> [Task goal]: Below are entries; print them exactly from the first line through the one containing "Instruction: Extract the".
######
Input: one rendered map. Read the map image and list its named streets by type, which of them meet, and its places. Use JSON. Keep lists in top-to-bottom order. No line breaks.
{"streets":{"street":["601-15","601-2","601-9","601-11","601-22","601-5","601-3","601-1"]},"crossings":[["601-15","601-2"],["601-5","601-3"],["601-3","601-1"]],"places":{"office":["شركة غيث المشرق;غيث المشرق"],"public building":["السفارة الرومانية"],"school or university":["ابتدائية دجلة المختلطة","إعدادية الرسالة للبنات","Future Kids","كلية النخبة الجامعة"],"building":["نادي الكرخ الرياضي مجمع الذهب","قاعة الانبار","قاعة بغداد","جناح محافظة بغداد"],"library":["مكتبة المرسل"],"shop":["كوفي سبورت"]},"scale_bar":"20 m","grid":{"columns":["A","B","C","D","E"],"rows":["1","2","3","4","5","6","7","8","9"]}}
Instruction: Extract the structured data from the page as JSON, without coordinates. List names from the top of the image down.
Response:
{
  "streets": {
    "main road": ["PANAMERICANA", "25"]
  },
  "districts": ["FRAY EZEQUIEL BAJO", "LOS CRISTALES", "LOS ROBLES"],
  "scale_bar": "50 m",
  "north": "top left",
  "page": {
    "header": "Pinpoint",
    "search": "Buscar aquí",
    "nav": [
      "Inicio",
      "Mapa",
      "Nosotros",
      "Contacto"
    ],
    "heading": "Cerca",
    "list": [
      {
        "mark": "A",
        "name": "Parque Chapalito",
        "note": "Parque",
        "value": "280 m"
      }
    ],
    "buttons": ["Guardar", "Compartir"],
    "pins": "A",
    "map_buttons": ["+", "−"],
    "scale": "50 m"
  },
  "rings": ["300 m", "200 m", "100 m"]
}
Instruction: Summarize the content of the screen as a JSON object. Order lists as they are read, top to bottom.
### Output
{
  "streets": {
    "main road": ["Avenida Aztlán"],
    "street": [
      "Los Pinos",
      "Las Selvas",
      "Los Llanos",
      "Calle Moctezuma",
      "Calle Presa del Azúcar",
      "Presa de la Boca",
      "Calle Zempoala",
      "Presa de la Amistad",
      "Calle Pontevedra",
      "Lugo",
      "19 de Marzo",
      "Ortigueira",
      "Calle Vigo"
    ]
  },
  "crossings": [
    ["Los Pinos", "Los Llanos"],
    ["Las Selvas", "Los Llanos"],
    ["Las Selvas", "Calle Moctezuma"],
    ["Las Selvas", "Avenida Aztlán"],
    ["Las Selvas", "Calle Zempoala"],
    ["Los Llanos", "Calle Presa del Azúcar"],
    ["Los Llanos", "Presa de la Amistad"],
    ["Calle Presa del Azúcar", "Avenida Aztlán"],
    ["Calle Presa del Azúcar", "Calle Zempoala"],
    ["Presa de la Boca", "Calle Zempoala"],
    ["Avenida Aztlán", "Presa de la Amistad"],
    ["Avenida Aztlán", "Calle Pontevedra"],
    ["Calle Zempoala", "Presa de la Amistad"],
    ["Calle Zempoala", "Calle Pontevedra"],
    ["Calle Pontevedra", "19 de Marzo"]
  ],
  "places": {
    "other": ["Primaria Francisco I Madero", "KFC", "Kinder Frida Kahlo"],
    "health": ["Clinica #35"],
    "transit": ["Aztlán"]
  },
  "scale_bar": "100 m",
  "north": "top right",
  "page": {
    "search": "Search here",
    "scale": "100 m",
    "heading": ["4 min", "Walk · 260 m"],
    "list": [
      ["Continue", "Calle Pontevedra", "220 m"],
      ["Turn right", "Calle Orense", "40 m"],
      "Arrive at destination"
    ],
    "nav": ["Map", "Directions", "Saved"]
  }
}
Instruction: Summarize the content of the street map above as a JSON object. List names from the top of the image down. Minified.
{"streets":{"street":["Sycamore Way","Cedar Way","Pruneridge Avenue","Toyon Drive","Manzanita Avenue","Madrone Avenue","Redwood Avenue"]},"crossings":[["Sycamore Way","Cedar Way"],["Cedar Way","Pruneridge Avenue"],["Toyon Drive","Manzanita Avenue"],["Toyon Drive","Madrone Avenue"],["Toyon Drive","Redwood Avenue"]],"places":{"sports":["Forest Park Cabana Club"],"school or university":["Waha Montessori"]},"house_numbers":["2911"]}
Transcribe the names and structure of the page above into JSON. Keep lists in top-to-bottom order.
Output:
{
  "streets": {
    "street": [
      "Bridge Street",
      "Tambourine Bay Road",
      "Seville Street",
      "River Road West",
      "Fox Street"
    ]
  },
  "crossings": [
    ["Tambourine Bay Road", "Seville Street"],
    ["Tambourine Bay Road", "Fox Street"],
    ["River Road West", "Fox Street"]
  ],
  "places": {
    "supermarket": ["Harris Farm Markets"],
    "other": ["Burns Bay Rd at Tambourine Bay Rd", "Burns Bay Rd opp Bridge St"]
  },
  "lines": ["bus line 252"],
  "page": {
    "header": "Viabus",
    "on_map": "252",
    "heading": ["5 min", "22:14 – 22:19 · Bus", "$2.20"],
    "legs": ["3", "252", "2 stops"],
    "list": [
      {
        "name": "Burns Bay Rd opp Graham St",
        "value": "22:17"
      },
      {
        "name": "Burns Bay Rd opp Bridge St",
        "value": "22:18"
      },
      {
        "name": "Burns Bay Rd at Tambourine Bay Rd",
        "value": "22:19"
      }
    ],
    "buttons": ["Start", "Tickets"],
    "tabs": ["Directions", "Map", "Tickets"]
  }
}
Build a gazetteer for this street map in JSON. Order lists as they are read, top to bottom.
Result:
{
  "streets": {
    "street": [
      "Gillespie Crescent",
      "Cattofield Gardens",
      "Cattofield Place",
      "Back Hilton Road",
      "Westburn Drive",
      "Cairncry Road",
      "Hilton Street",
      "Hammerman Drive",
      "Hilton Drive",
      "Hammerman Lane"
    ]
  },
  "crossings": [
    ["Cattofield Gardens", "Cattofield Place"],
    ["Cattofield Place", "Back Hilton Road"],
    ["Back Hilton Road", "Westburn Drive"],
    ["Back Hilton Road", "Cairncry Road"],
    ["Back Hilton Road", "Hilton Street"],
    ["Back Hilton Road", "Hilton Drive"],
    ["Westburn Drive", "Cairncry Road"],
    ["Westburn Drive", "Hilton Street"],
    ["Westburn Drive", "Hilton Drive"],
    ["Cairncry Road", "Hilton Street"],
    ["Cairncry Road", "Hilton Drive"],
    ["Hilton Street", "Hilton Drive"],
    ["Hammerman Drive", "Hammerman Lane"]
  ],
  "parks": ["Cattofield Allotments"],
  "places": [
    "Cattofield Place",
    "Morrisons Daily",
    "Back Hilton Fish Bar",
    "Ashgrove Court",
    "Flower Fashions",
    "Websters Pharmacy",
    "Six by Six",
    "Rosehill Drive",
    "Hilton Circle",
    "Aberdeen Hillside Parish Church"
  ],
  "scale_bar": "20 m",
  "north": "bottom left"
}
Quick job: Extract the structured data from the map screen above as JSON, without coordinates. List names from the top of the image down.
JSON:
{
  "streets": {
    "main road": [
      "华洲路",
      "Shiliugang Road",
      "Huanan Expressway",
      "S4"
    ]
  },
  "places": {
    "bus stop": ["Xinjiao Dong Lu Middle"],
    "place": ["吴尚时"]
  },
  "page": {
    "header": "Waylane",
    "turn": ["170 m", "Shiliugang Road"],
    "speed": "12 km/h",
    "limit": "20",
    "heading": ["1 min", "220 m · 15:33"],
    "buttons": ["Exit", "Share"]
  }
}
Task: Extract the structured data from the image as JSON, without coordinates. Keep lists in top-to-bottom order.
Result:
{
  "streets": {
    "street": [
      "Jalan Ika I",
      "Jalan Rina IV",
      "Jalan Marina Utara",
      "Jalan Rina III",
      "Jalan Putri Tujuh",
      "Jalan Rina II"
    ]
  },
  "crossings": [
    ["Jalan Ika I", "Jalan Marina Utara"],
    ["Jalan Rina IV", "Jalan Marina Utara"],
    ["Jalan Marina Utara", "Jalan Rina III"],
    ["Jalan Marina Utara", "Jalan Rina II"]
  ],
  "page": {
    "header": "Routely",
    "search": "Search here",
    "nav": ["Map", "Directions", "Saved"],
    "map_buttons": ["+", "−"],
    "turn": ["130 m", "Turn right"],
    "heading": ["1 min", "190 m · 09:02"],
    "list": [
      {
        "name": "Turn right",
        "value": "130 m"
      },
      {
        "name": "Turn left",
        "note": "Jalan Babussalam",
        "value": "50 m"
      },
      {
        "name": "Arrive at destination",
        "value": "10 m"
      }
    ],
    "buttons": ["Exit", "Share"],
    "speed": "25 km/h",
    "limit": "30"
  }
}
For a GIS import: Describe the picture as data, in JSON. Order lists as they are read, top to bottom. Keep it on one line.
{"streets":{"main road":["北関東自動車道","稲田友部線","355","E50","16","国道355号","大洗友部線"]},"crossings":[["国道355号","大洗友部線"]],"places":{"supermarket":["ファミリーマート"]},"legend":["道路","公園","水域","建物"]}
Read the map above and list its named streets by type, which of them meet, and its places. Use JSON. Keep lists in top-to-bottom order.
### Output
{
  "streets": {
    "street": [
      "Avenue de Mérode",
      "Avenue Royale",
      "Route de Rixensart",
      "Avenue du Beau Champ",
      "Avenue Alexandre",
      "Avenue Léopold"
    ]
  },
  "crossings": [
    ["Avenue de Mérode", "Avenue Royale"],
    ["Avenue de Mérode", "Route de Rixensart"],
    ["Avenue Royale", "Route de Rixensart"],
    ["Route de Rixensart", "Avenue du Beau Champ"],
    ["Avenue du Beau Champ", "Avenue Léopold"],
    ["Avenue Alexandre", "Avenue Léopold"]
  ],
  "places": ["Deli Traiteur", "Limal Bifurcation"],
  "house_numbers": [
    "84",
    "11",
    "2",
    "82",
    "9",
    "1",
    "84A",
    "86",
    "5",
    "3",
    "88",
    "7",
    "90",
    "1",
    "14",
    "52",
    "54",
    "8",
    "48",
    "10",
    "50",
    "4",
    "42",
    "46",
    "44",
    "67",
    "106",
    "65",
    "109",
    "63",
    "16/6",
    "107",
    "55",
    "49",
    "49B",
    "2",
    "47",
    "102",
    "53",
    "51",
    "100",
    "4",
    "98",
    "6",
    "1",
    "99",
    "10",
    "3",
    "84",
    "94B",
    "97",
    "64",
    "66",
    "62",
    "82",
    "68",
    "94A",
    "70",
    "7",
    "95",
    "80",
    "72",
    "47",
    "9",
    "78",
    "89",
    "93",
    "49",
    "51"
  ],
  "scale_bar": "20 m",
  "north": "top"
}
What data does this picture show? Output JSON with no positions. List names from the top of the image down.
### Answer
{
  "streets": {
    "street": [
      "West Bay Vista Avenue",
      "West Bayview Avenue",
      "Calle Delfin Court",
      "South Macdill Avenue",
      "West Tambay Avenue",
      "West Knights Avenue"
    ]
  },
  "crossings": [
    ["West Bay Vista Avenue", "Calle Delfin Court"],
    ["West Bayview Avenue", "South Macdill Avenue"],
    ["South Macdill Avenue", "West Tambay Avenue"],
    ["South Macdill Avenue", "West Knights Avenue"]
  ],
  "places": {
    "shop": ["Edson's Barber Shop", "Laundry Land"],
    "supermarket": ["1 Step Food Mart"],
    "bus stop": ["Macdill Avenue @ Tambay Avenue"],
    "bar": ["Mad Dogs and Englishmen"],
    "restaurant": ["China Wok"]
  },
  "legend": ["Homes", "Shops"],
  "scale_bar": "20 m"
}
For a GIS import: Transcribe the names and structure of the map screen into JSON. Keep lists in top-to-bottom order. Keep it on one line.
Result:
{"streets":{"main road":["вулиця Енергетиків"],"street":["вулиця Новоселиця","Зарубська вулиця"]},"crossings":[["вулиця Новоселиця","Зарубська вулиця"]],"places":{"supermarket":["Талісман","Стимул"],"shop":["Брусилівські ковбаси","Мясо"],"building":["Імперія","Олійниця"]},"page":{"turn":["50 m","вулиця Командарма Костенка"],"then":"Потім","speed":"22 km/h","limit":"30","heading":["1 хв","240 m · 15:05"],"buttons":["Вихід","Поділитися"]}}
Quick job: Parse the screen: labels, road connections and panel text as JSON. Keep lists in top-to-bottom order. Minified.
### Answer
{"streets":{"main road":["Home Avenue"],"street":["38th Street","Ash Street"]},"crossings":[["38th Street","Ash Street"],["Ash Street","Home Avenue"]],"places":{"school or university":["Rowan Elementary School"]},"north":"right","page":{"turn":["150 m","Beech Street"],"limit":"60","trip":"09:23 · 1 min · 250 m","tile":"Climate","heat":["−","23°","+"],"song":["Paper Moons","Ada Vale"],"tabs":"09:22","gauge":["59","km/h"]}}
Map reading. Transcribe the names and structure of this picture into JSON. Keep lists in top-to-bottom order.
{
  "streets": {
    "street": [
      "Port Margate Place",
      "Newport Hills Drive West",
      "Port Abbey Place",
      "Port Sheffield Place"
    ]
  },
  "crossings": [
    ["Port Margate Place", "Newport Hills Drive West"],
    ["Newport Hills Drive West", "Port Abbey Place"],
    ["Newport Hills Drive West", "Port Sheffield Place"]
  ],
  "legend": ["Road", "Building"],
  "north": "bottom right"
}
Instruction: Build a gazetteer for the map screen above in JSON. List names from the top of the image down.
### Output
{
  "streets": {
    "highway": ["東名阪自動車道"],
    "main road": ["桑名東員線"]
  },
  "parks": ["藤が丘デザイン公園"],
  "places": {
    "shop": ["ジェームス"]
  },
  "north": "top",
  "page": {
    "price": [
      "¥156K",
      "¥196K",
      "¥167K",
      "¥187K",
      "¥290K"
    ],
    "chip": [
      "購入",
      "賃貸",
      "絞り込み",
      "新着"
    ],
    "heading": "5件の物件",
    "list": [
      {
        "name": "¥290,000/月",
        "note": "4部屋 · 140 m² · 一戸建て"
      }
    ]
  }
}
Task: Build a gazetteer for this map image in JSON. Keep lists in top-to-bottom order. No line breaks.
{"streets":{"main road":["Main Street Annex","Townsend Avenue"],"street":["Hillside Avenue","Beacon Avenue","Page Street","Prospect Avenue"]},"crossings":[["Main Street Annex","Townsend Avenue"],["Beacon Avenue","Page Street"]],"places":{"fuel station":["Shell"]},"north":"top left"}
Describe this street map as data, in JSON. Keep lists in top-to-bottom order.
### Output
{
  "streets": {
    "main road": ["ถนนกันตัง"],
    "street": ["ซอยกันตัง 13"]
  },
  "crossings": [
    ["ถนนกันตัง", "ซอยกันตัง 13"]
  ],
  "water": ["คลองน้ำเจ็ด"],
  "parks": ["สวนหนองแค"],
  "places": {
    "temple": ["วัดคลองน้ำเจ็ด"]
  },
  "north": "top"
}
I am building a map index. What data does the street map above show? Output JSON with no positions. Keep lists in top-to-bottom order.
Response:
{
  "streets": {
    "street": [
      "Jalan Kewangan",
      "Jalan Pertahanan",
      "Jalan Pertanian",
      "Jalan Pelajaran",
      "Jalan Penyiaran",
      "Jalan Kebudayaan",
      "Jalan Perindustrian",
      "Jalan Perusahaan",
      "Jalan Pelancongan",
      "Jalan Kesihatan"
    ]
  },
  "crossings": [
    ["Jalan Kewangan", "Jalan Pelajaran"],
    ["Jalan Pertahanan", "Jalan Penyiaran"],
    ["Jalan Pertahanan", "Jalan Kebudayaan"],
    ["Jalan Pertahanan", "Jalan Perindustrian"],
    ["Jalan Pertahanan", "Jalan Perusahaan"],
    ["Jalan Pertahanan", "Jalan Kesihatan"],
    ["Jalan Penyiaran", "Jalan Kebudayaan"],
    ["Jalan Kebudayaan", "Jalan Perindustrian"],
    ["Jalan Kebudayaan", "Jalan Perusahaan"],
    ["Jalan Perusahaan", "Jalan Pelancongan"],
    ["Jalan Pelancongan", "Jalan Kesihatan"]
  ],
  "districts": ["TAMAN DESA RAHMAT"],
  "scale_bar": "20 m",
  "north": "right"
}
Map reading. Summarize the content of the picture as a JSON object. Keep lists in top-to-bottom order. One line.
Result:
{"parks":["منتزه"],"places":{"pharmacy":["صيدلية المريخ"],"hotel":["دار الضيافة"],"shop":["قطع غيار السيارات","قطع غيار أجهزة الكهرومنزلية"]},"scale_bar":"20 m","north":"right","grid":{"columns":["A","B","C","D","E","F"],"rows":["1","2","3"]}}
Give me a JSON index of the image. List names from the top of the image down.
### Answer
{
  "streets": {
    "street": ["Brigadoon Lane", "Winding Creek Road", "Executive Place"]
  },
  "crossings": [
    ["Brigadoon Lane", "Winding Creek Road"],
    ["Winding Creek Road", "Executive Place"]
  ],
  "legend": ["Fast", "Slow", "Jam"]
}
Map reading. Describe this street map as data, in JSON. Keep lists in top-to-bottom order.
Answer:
######
> [Output for this task]:
Input: one rendered map. Read the map image and list its named streets by type, which of them meet, and its places. Use JSON. Keep lists in top-to-bottom order. No line breaks.
{"streets":{"street":["601-15","601-2","601-9","601-11","601-22","601-5","601-3","601-1"]},"crossings":[["601-15","601-2"],["601-5","601-3"],["601-3","601-1"]],"places":{"office":["شركة غيث المشرق;غيث المشرق"],"public building":["السفارة الرومانية"],"school or university":["ابتدائية دجلة المختلطة","إعدادية الرسالة للبنات","Future Kids","كلية النخبة الجامعة"],"building":["نادي الكرخ الرياضي مجمع الذهب","قاعة الانبار","قاعة بغداد","جناح محافظة بغداد"],"library":["مكتبة المرسل"],"shop":["كوفي سبورت"]},"scale_bar":"20 m","grid":{"columns":["A","B","C","D","E"],"rows":["1","2","3","4","5","6","7","8","9"]}}
Instruction: Extract the structured data from the page as JSON, without coordinates. List names from the top of the image down.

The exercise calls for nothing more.